Saved entries
-*-

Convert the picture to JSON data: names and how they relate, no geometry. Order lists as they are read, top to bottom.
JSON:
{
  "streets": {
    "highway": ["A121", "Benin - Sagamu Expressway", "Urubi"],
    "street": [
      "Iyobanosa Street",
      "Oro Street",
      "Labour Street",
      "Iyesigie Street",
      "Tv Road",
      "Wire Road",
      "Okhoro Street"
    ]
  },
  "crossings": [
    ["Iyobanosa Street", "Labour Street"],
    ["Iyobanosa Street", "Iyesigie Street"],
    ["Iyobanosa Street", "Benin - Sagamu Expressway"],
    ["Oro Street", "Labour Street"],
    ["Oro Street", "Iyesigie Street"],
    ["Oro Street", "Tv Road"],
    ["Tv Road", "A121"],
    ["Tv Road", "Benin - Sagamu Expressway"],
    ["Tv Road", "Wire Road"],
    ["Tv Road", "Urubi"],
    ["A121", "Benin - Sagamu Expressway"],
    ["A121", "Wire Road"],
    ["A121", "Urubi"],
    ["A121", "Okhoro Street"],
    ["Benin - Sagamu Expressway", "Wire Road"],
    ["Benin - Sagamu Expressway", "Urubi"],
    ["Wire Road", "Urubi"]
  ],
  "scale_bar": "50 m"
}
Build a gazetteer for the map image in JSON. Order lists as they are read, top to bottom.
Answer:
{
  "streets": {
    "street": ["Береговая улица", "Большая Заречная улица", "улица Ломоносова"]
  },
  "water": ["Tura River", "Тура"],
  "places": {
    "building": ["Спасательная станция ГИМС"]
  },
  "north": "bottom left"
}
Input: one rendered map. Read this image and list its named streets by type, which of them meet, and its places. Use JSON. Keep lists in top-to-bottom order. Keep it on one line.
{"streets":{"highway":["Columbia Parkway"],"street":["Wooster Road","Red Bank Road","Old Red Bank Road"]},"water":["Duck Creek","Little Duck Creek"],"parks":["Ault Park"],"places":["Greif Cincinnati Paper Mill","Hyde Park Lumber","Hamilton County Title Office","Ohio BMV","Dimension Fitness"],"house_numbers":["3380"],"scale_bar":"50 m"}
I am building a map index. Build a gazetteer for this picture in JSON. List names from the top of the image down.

-*-

WHAT YOU ARE ASKED TO DO:
Pull out every line holding "names" from the records above, and copy it.

ANSWER TO THIS TASK:
Convert the picture to JSON data: names and how they relate, no geometry. Order lists as they are read, top to bottom.
I am building a map index. Build a gazetteer for this picture in JSON. List names from the top of the image down.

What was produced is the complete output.